(Stored data)
▼

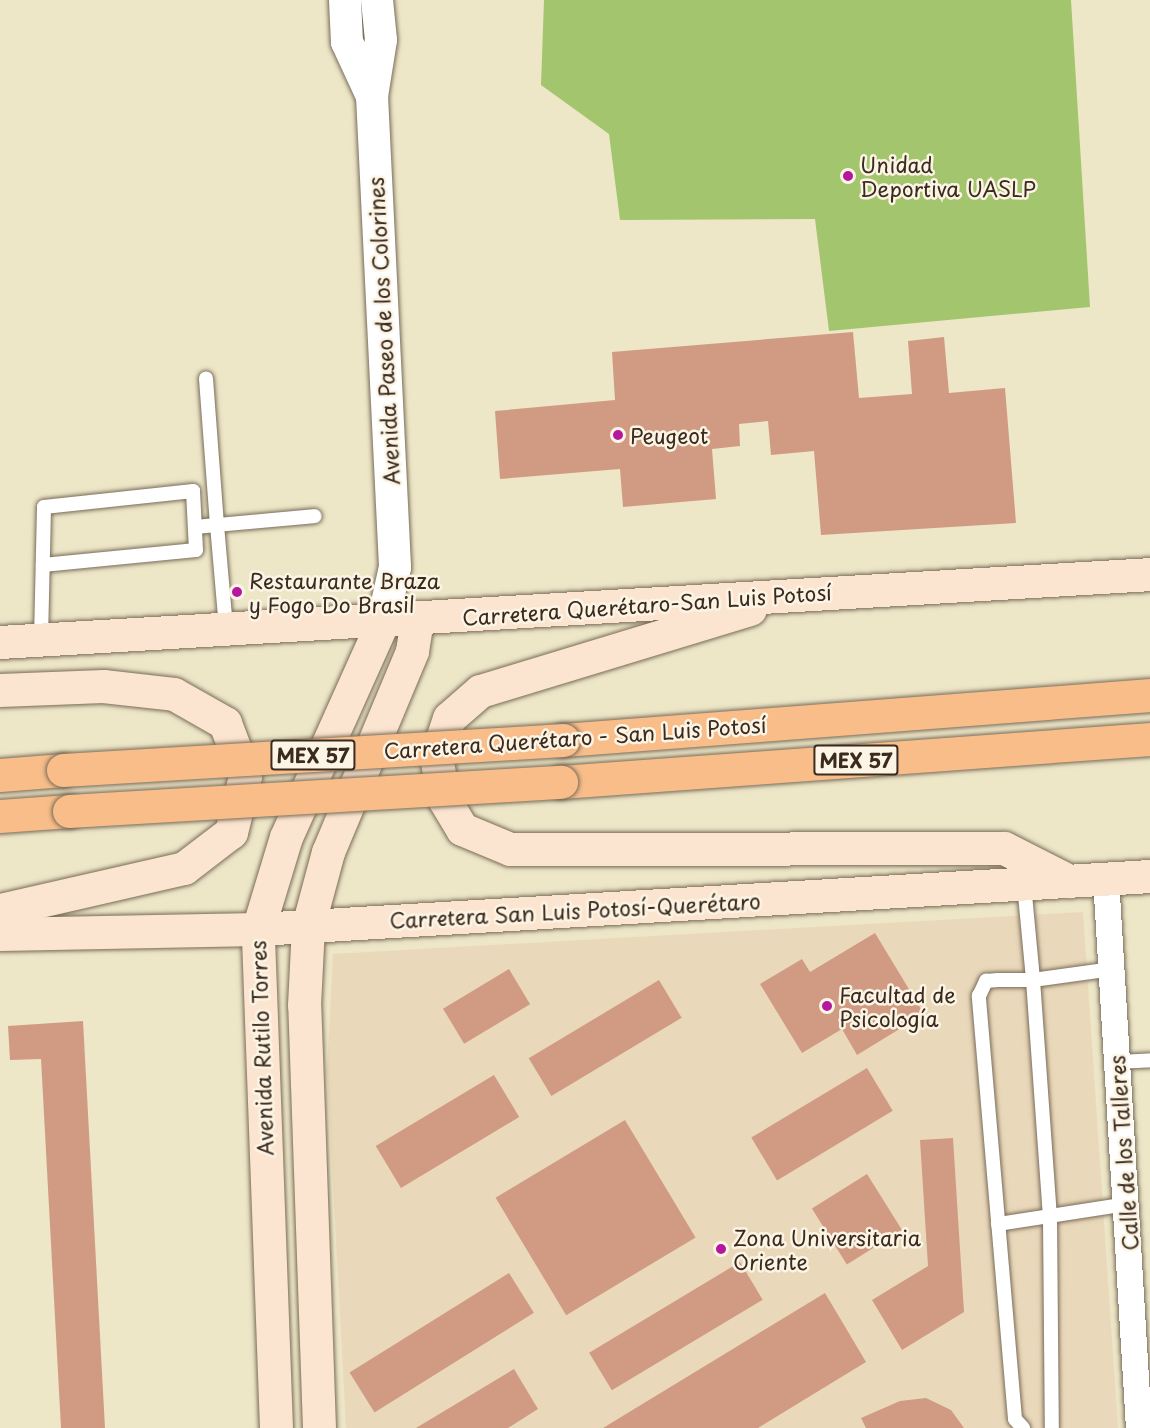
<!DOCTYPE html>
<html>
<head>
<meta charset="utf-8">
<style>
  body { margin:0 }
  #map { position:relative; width:1150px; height:1428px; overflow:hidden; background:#ede6c7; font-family:"Playpen Sans",sans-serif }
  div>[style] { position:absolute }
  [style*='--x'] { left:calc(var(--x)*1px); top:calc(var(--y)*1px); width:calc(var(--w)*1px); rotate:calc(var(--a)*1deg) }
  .built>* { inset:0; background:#ead8ba }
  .green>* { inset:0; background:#a3c56e }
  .building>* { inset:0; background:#d19b83; transform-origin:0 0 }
  .roads { filter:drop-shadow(0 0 2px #796c59) drop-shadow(0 0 2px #796c59) }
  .service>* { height:14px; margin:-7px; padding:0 7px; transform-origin:7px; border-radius:7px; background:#fff }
  .minor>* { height:26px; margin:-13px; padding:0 13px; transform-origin:13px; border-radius:13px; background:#fff }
  .tertiary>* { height:32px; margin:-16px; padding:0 16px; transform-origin:16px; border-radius:16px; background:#fff }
  .secondary>* { height:33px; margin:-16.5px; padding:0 16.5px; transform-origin:16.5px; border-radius:16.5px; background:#fce5d0 }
  .trunk>* { height:33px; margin:-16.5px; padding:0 16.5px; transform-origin:16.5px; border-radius:16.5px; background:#f8bd89 }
  .bridges { filter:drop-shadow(0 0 2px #796c59) drop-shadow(0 0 2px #796c59) }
  .trunk-bridge>* { height:33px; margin:-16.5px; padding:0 16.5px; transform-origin:16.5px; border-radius:16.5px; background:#f8bd89 }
  .dots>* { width:16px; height:16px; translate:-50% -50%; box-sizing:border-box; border:3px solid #fcf5e5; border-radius:50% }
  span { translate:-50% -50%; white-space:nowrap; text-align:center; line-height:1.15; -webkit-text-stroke:5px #fcf5e5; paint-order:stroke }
  .shield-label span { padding:2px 4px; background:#fcf5e5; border:2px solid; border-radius:4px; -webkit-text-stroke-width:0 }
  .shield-label { font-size:20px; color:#3b2a1e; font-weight:700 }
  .poi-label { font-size:21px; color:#3b2a1e }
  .left { translate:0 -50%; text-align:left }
  .street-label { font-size:21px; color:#3b2a1e }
</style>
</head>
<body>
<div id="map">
  <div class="built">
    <i style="clip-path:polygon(1083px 912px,1118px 1428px,346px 1428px,327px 1070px,333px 954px)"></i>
  </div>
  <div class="green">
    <i style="clip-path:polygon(544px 0,1071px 0,1090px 307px,829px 331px,815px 219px,620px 220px,609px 134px,541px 85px)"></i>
  </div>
  <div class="building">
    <i style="clip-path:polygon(853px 332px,859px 398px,912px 394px,908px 341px,944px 337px,949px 393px,1005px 388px,1016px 523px,821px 535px,814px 451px,771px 455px,768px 421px,739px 424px,740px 446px,712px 449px,716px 499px,623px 507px,620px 469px,500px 479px,495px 411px,615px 400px,612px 352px)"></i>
    <i style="clip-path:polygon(875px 933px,924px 1014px,857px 1055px,842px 1029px,802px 1053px,760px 984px,802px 959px,810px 972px)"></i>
    <i style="left:509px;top:969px;width:41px;height:77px;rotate:59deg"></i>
    <i style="left:659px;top:980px;width:44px;height:152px;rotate:59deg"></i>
    <i style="clip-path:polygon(83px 1021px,105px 1428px,61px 1428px,41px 1059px,10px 1060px,8px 1026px)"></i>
    <i style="left:867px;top:1068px;width:50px;height:135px;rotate:59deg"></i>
    <i style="left:494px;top:1075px;width:49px;height:138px;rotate:59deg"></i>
    <i style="left:625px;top:1120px;width:137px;height:151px;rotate:59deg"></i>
    <i style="clip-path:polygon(953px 1138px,964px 1312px,902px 1350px,872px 1300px,928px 1266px,920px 1140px)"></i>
    <i style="left:867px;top:1174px;width:66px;height:65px;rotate:58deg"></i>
    <i style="left:740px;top:1262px;width:44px;height:176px;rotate:59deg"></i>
    <i style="left:509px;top:1273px;width:47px;height:188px;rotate:58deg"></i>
    <i style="clip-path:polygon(825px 1293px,866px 1362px,758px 1428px,603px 1428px)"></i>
    <i style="clip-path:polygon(514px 1369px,538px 1409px,508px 1428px,416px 1428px)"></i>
    <i style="clip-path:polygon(926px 1398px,951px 1410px,964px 1428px,866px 1428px,861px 1418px,900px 1401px)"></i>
  </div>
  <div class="roads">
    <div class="service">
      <i style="--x:195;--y:527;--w:22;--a:-5"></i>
      <i style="--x:217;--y:525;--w:147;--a:-94.3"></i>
      <i style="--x:226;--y:628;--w:103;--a:-95"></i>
      <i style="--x:217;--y:525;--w:98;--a:-5.2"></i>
      <i style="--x:41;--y:640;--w:133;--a:-88.7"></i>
      <i style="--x:44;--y:507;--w:150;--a:-6.1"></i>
      <i style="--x:193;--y:491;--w:59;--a:87.1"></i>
      <i style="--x:196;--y:550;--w:154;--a:174.4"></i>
      <i style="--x:1024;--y:884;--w:96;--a:84.6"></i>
      <i style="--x:1033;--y:980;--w:80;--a:-7.9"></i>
      <i style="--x:1117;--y:1062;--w:33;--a:-3"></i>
      <i style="--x:998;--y:1224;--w:131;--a:-8.8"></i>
      <i style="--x:1023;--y:1428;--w:12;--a:-132"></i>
      <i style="--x:1015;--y:1419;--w:425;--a:-94.9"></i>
      <i style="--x:979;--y:996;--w:17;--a:-65"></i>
      <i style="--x:986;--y:981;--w:12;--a:-5"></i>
      <i style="--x:998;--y:980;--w:35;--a:0"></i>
      <i style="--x:1033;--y:980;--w:239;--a:85.9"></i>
      <i style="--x:1050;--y:1218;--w:210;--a:89.5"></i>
    </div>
    <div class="minor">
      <i style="--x:1106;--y:878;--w:551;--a:86.57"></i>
    </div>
    <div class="tertiary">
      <i style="--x:345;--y:0;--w:42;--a:87.3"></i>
      <i style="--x:347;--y:42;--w:60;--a:65.2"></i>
      <i style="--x:377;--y:0;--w:40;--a:84.3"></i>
      <i style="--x:381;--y:40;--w:57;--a:99.1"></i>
      <i style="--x:372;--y:96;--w:472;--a:87.2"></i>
      <i style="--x:395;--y:567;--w:55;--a:102.5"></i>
    </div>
    <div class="secondary">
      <i style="--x:750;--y:609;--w:282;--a:163.1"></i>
      <i style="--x:480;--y:691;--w:41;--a:138.9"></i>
      <i style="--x:449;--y:718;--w:41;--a:108.4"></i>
      <i style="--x:436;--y:757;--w:43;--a:79.2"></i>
      <i style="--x:444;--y:799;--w:35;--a:59"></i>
      <i style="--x:462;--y:829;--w:52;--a:22.6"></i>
      <i style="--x:510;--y:849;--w:494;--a:-0.1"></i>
      <i style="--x:1004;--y:848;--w:73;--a:26.9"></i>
      <i style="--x:0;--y:642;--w:1152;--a:-3.38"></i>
      <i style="--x:0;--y:690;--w:103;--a:-2.2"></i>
      <i style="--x:103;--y:686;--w:71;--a:6.4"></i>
      <i style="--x:174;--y:694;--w:59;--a:29.6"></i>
      <i style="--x:225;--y:723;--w:57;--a:69.3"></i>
      <i style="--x:245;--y:776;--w:58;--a:104"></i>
      <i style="--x:231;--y:832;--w:59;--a:142.5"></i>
      <i style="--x:184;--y:868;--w:189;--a:167.1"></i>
      <i style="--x:0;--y:934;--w:258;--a:-1.1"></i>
      <i style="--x:258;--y:929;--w:894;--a:-3.4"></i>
      <i style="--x:276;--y:1428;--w:499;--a:-92.1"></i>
      <i style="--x:258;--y:929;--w:96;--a:-73.1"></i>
      <i style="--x:286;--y:837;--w:237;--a:-65.8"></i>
      <i style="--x:319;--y:1428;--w:423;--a:-92"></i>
      <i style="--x:304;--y:1005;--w:79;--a:-87.1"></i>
      <i style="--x:308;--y:926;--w:77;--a:-74.9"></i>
      <i style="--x:328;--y:852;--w:218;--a:-67.3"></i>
      <i style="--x:412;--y:651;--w:30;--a:-81"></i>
    </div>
    <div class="trunk">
      <i style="--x:563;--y:740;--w:589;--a:-4.38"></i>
      <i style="--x:0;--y:775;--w:63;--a:-4.5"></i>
      <i style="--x:561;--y:782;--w:591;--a:-4.18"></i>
      <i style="--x:0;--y:816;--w:69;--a:-4.1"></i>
    </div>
  </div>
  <div class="bridges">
    <div class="trunk-bridge">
      <i style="--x:63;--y:770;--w:501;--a:-3.43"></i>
      <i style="--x:69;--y:811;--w:493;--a:-3.4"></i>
    </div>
  </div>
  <div class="dots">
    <i style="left:848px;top:176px;background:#b5179e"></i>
    <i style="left:618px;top:435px;background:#b5179e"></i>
    <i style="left:237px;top:592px;background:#b5179e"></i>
    <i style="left:827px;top:1006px;background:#b5179e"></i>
    <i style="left:721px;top:1249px;background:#b5179e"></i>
  </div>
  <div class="shield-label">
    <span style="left:313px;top:755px">MEX 57</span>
    <span style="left:856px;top:760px">MEX 57</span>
  </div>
  <div class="poi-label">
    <span class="left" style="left:860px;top:176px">Unidad<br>Deportiva UASLP</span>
    <span class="left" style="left:630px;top:435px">Peugeot</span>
    <span class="left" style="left:249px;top:592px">Restaurante Braza<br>y Fogo Do Brasil</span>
    <span class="left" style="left:839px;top:1006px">Facultad de<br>Psicología</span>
    <span class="left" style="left:733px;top:1249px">Zona Universitaria<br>Oriente</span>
  </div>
  <div class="street-label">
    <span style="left:383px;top:331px;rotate:-93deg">Avenida Paseo de los Colorines</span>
    <span style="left:647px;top:604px;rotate:-4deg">Carretera Querétaro-San Luis Potosí</span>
    <span style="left:575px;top:737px;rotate:-4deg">Carretera Querétaro - San Luis Potosí</span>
    <span style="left:575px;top:910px;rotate:-3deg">Carretera San Luis Potosí-Querétaro</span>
    <span style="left:261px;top:1048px;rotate:-92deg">Avenida Rutilo Torres</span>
    <span style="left:1123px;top:1153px;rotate:-94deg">Calle de los Talleres</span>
  </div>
</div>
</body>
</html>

▲

■ **Task to carry out**: Scan the data for the string "position" and copy each line in which it occurs.

■ **Your solution**:
  #map { position:relative; width:1150px; height:1428px; overflow:hidden; background:#ede6c7; font-family:"Playpen Sans",sans-serif }
  div>[style] { position:absolute }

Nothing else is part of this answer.